So at the end of Leviticus I made some silly comments about how I couldn’t think of what kind of people would be “dedicated” in a sacrificial sense other than people subject to herem, and would therefore be subject to redemption.

Yeah, I completely forgot about Nazirites. “Nazir” means “consecrated.” They’re basically people who make their lives a sacrifice by avoiding anything made from grapes, not cutting their hair, and not being around dead bodies.

What isn’t clear is what they gain for doing this. Does this somehow work as a repentance for a sin? Does it give them a special social status (other than getting you out of military service)? Or is it just a way of making yourself be in a closer relationship to God?

I decided to dig into rabbinical interpretation to see whether they held the answers, but instead I found out that they were fascinated with how, at the end of their time of dedication, a nazirite had to offer a sin offering. Why would someone who had made themselves holy have to make atonement for a sin?

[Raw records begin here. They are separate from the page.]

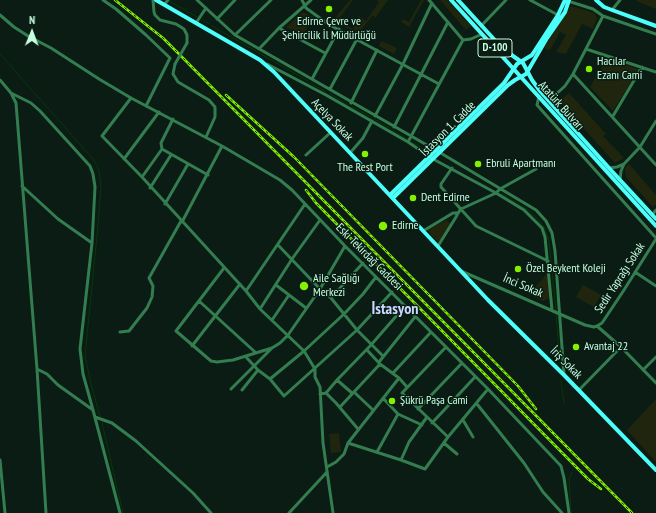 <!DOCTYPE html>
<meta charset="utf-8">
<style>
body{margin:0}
#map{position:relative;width:656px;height:513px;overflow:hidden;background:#0a1c14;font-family:"PT Sans Narrow",sans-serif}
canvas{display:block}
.north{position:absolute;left:12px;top:12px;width:40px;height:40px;-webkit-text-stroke:3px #0a1c14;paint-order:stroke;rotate:1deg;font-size:11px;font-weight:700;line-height:16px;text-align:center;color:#c6ffe0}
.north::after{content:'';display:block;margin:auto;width:14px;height:18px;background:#c6ffe0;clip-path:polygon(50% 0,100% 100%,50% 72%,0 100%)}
</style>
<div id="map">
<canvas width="656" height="513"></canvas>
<div class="north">N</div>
</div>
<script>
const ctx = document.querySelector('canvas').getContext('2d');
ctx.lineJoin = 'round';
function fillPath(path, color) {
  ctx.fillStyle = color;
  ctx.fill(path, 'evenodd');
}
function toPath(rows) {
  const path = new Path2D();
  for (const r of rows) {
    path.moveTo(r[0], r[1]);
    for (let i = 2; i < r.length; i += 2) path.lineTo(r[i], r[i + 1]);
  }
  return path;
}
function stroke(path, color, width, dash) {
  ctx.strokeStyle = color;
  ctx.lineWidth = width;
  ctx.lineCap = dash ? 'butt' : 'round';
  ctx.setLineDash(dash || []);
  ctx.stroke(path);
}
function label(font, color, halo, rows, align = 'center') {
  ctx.font = font + ' "PT Sans Narrow",sans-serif';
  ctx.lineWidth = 3;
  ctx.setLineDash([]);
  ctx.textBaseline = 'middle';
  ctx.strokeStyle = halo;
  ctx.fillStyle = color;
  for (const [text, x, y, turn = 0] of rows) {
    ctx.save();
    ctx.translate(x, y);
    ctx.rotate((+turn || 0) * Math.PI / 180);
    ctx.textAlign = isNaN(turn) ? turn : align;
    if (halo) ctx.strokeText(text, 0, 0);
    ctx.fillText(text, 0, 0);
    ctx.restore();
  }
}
fillPath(toPath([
 [350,0,353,0,337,22,333,20],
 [376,0,388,0,376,17,372,16,358,34,340,24,342,22,353,29,360,19,358,17,359,16,366,21,379,2],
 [421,0,424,0,409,27,401,22,403,19,409,22],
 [440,0,447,0,471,26,466,30],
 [637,0,656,0,656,9,636,1],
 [571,6,594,13,597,18,593,29,582,24,566,54,556,52,566,35,560,32,550,50,545,49,545,46],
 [303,12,313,17,303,36,286,27],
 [381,41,397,48,394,54,379,46],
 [607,59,639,69,613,111,590,87],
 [569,93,606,134,603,136,624,158,615,163,559,101],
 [629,164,656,195,656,204,653,207,626,177,625,168],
 [447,220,451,224,439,243,427,230],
 [549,272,549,298,548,299,543,301,528,294],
 [583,285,601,295,594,307,576,297],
 [656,399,656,462,627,430],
 [339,433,341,452,331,453,329,434]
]), '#1f260d');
stroke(toPath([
 [171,2,197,17],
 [202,20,210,24],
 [212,26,308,81],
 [0,54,93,159,99,170,101,187,97,236,85,356,91,384,100,416],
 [311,83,326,92],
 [329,93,348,105],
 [351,106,372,118],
 [374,119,391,129],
 [392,130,408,139],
 [412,142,430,153],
 [502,194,528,210,535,216,544,227,549,241,556,311],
 [556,314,560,363],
 [561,381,564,404],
 [102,423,123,513],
 [571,513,569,479,572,472]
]), '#073907', 1);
stroke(toPath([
 [103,0,116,9,146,35,170,58,146,106],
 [153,0,154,12,155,15,160,20,176,24,184,29,187,35,187,43],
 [197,0,235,35,439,152,536,210,546,221,552,233,555,251,564,375],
 [302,0,306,8,328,24,439,84],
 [429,0,463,40],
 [530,0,558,15],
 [568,1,593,9,603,16,656,34],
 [164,5,168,0],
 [612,10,620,0],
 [0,15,14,27,28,36,51,48,99,79,131,98,222,146,280,180,292,190,345,246,488,389,561,466,564,478,569,513],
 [217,19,235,0],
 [196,23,206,8],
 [481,26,506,0],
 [279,28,325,53],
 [235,35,271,0],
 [463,40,471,39,482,34],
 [259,49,279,28,311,0],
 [586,49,656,72],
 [175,64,173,74,178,82,209,100,215,107,215,117,206,137],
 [267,64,326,95,408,142,433,159,496,193,524,210,542,228,545,237,552,310],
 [573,74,656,165],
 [312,79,339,29],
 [0,80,11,93,16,103,37,369,46,513],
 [330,89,357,39],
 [11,93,31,103,40,111,90,166,93,174,95,187,92,243,80,349,83,374,93,410],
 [539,96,537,105,656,238],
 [554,96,565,86,573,74,603,16],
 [131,98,102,136,142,177,246,291,260,309,304,351,315,369,315,377,320,387,323,443,333,513],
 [351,103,377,50],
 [375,116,403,64,432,3],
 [613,116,642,67],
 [173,119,161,143,162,149,208,175],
 [394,127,448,22],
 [408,142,463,40],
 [350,153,363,138,372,121],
 [306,155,330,133],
 [124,159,159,112],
 [452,168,441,184,441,187,476,226,548,261],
 [609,168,617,167,624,164],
 [142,177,162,149],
 [620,180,621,171,624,164,640,147,656,121],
 [22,186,58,219,92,243],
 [150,188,171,155],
 [165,204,188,164],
 [652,215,656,210],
 [182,222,222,146],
 [423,231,453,213,458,213,461,209,496,193,500,189,536,169],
 [278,245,320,289,331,298,357,330,383,356],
 [438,246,456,217,458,213],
 [224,268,176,331,211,361,217,362,233,360,272,348,280,343,288,335,320,289,345,246],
 [461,271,585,325,594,327,597,326,621,347,656,383],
 [635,272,656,286],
 [276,285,306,308],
 [246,291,305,204],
 [331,298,363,263],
 [199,301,255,352],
 [260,309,292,259,320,220],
 [272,320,289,295],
 [597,326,602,323,624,290,656,239],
 [120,332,129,331,147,308,152,297,153,286,149,278,181,221],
 [192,346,240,284],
 [446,347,402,393,448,437],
 [367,350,380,364,399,378,407,387],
 [245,356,258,370,270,379,284,396,357,330,392,292],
 [379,362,415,317],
 [37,369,47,374,58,385,93,410,120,513],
 [643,370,656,357],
 [393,373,431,332],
 [270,379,304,351,344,314,363,294,376,277],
 [337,380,352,393],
 [231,389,271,349],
 [242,390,258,370],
 [579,390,621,347],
 [354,392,373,410],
 [326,393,336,403,358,429],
 [320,394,326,393,337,380,371,345,405,306],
 [383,398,398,414,422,425],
 [477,404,524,463,543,492,562,513],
 [340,407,380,364],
 [418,409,462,363],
 [95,417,112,423,136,441,193,493,211,513],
 [463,420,473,437],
 [432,423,475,377],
 [348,443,401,460,425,469,448,437,488,389],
 [444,443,457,454],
 [377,452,398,414],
 [0,460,5,513],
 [401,460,409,442,427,417],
 [327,467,336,462,344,454,348,443,399,378],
 [289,513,327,472]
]), '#337d50', 3);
stroke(toPath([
 [156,0,260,60,274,72,488,300,564,375,656,470],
 [451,0,656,226],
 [458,0,503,49,523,63,532,80,540,91,609,168,656,219],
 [596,0,604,7,612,10,656,26],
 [390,195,504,83,517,64,532,55,558,15,565,0],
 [393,198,508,85,515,80,526,74,547,38,565,12,569,0]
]), '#4dfffa', 4);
const rail = toPath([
 [115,0,163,38,180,55,632,513],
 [226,95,294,157,518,386,536,409],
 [306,190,316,203,588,479,601,489]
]);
stroke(rail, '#85f100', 2.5);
stroke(rail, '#0a1c14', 1, [3]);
stroke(toPath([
 [175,64,187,43]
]), '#337d50', 3);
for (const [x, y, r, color] of [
 [329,9,4,"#85f100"],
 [589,69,4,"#85f100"],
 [365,154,4,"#85f100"],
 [478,164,4,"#85f100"],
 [413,198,4,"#85f100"],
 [383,226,5,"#85f100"],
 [518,269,4,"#85f100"],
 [304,286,5,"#85f100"],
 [576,347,4,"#85f100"],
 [392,401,4,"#85f100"]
]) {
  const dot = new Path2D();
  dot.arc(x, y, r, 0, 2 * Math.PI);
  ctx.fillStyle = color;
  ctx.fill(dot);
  stroke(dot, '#0a1c14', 1.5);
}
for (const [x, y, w] of [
 [495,48,34]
]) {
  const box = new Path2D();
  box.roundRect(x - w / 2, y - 9, w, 18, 3);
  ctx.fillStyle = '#0a1c14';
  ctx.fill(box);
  stroke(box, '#c6ffe0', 1);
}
label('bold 11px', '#c6ffe0', null, [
 ["D-100",495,48]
]);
label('12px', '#c6ffe0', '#0a1c14', [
 ["Edirne Çevre ve",329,22,"center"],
 ["Şehircilik İl Müdürlüğü",329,36,"center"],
 ["Hacılar",597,62],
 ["Ezanı Cami",597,76],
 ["Ebruli Apartmanı",486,164],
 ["The Rest Port",365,168,"center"],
 ["Dent Edirne",421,198],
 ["Edirne",392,226],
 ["Özel Beykent Koleji",526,269],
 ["Aile Sağlığı",313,279],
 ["Merkezi",313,293],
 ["Avantaj 22",584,347],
 ["Şükrü Paşa Cami",400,401]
], 'left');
label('12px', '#c6ffe0', '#0a1c14', [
 ["Atatürk Bulvarı",561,106,48],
 ["Açelya Sokak",332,120,46],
 ["İstasyon 1. Cadde",448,129,-45],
 ["Eski Tekirdağ Caddesi",369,257,45],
 ["Sedir Yaprağı Sokak",620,278,-57],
 ["İnci Sokak",523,286,23],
 ["İriş Sokak",566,363,45]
]);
label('bold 16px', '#c8d8ff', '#0a1c14', [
 ["İstasyon",395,309]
]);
</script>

Well, the medieval consensus seemed to somehow be that becoming a nazirite actually was a sin, because that kind of ascetic extremism was wrong. I can’t help but suspect that’s more of a response to the extremism of Christian asceticism and monasticism, rather than the actual, frankly mild restrictions placed on nazirites.

Another scholar, though, Nahmanides, said that the reason a nazirite had to offer a sin offering at the end of their term was because it was supposed to be a lifelong devotion. It’s not that “my time is up, now I offer a sin offering because I was wrong to do this in the first place” (???) but “this was a lifelong vow and I want out of it, so I have to redeem myself.” Far be it from me to tell rabbis how to interpret their text, but I think Nahmanides’ reading makes more sense. Perhaps it was right for Judaism to eventually reject nazirite vows, but why would the Bible give explicit rules on how to make them if it didn’t want you making them?

The last part of the chapter is actually the oldest part of the Bible that we have written evidence of. There are inscriptions going back to the First Temple period (7th century BCE) with this blessing, and it’s still one that’s used in liturgy to this day. My church ends every service with it, and I think that’s the case in a lot of liturgical church traditions.

In Judaism, only a kohen or Levitical priest can say this blessing; it’s one of their few remaining responsibilities now that there isn’t a temple. They make a specific hand sign as they do it. Extend your thumb, then press your pointer and middle finger together and your ring and pinky together to make a sort of “W” shape.

Got that? Now, retract your thumb.

Leonard Nimoy’s father was a kohen, and when Gene Rodenberry let him come up with the “Live long and prosper” sign, he based it on the gesture he’d seen his father make many times as a child. Neat, eh?

The Japanese: kenshin suru “to dedicate oneself, to devote oneself” (v 2), tatsu “to dissociate, to be through with” (v 3), jukusu “to ripen” (v 4), aratameru “to alter, to amend,” mukou “invalid, null and void” (v 12), tamawaru “to be given, to be granted, to be honored with” (v 26).